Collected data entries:
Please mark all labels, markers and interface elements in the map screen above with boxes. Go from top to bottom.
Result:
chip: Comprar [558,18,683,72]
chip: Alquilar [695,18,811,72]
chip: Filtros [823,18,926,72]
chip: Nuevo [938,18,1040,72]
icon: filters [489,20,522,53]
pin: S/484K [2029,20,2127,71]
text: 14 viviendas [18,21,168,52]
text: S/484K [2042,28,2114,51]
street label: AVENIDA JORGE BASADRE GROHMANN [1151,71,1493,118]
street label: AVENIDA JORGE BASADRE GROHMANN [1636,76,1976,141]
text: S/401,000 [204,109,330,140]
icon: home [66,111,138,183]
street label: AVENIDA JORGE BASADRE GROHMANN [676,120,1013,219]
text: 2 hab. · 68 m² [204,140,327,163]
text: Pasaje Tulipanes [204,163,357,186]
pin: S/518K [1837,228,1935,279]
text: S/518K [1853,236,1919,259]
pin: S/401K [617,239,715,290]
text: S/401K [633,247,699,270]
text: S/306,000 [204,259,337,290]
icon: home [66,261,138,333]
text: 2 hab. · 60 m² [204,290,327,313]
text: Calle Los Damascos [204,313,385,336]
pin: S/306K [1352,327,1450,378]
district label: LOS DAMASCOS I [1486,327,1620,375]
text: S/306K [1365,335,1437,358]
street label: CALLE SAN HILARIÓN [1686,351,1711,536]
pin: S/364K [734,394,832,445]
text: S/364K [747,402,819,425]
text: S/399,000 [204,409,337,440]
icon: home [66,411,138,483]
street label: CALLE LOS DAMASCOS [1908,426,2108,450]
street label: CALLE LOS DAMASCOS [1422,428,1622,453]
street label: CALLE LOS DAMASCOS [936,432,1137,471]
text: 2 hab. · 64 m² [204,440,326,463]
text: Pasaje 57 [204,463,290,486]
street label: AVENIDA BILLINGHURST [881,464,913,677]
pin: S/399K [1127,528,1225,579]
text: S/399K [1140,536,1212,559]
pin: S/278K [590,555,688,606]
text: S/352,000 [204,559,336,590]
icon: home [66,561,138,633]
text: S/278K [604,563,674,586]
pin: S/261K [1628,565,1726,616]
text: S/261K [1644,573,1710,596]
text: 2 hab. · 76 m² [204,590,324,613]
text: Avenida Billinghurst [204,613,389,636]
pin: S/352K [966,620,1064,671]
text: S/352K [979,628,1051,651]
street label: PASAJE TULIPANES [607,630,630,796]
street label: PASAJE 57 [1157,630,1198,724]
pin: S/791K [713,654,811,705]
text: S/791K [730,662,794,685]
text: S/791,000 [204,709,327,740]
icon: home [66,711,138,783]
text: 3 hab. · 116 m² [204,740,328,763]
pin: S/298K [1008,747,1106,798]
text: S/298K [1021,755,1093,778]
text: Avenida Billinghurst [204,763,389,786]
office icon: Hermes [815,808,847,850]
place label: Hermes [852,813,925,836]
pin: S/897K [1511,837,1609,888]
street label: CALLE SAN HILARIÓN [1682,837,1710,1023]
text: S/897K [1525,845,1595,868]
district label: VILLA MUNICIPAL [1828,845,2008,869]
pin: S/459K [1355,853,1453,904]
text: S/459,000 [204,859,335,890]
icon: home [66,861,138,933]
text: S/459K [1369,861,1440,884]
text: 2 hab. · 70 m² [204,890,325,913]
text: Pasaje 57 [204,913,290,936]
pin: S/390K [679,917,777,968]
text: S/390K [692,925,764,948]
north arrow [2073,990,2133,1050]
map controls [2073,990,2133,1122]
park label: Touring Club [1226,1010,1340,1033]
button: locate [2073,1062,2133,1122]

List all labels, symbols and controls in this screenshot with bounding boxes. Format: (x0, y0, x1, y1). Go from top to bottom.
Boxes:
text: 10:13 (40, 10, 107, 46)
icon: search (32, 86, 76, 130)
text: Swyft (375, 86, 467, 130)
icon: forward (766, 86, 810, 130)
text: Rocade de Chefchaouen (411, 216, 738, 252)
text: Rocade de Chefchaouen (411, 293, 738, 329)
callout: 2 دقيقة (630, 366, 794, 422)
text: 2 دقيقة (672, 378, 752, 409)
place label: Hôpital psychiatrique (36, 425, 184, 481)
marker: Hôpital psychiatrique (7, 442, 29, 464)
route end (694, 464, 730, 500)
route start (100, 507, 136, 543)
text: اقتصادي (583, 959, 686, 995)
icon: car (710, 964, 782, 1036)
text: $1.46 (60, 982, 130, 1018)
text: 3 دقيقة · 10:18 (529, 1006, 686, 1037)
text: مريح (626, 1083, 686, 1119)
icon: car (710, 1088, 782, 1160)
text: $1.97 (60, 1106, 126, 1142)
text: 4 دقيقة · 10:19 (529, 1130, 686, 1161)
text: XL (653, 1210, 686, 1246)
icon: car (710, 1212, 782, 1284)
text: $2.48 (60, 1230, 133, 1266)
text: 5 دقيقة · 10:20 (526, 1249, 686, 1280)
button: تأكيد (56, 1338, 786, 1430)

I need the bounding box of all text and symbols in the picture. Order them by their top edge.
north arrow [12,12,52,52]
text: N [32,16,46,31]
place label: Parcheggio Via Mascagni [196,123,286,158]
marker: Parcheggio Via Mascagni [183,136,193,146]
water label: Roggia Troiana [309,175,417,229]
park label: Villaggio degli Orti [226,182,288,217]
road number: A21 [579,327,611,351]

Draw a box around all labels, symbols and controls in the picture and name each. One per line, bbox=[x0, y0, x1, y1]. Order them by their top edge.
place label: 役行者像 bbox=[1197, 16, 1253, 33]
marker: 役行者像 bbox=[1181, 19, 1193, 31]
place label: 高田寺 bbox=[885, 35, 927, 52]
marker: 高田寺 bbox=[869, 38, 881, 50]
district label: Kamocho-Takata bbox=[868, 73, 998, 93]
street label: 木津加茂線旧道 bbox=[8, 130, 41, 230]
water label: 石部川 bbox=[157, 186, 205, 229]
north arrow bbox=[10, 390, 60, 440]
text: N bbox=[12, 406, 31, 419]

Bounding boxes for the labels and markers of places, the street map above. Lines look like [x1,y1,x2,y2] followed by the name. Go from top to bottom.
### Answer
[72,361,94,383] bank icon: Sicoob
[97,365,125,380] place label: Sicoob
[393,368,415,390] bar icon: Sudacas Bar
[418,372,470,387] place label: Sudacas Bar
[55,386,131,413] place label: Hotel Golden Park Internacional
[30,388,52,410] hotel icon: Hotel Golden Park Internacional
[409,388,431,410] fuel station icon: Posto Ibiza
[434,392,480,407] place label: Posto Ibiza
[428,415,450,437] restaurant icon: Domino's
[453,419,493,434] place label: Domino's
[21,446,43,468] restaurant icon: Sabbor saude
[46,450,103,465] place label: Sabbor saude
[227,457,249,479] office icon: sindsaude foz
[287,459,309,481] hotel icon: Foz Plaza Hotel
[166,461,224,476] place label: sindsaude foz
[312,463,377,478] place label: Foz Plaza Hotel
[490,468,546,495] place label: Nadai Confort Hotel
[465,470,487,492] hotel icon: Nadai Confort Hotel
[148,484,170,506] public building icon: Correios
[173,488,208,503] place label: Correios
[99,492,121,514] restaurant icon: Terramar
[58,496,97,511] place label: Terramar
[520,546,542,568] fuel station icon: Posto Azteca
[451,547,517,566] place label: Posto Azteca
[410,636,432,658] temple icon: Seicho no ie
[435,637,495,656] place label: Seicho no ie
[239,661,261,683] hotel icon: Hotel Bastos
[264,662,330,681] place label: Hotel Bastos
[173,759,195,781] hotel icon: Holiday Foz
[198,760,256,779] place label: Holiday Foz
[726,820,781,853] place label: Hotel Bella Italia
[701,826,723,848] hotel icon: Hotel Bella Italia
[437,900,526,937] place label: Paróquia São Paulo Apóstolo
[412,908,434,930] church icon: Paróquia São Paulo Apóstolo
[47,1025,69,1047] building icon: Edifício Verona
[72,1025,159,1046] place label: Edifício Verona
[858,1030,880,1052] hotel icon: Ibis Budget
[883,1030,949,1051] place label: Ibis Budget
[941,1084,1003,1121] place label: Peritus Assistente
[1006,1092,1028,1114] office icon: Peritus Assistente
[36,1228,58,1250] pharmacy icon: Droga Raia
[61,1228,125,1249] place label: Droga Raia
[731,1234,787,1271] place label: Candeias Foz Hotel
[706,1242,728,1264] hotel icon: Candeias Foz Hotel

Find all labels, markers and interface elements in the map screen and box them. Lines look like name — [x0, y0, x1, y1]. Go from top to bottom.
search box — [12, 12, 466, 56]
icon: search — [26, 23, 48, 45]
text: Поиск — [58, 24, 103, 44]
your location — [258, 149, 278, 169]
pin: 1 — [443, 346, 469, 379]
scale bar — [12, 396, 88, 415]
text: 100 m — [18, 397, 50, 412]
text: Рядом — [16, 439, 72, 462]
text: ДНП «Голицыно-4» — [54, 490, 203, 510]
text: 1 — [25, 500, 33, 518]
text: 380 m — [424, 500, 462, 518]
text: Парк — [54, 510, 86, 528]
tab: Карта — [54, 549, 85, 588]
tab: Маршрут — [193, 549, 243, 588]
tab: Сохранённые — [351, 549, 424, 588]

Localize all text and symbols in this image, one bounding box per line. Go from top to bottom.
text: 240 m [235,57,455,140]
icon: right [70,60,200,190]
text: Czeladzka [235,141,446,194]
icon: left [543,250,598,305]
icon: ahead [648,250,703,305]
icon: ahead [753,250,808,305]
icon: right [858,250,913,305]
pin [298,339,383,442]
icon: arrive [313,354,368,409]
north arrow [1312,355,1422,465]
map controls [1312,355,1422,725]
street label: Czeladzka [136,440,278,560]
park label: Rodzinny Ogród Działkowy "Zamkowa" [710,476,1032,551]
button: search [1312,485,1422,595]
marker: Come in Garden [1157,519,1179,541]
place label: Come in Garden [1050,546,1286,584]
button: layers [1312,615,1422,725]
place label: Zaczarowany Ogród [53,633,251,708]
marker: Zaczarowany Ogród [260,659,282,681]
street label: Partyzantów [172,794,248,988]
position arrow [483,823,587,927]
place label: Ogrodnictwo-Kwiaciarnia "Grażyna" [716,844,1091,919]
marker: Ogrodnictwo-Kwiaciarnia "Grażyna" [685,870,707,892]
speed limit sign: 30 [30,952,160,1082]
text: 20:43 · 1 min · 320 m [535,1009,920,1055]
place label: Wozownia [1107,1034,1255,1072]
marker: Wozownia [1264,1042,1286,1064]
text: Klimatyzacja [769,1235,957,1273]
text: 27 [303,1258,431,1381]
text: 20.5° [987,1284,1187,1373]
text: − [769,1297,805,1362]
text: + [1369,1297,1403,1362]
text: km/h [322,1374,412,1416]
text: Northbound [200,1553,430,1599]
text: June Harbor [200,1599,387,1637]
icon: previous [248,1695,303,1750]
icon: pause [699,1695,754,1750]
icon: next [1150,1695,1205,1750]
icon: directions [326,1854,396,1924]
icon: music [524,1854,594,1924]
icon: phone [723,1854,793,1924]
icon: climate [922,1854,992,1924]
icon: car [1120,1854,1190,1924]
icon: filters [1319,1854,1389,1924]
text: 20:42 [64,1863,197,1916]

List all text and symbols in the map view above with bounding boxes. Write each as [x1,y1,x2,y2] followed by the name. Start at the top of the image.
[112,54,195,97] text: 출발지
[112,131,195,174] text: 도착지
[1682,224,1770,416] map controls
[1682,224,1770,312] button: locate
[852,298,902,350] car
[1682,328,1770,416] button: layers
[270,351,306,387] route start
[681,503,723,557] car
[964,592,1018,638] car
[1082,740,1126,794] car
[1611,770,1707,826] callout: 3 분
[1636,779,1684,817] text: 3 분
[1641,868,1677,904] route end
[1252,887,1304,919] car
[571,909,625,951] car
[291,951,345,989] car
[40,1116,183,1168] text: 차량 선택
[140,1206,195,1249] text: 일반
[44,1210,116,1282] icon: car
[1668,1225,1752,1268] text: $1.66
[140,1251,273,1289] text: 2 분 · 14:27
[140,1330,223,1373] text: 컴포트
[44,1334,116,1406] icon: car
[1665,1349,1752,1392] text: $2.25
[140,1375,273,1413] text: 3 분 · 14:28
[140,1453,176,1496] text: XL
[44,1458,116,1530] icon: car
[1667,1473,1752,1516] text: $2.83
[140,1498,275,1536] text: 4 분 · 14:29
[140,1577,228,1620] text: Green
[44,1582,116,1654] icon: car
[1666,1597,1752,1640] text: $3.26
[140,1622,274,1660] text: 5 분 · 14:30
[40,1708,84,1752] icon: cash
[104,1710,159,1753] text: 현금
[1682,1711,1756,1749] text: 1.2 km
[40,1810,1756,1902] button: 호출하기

» **What the task requires**: Every line in the data that holds the string "Hôpital" should be returned.

» **Exercise response**:
place label: Hôpital psychiatrique (36, 425, 184, 481)
marker: Hôpital psychiatrique (7, 442, 29, 464)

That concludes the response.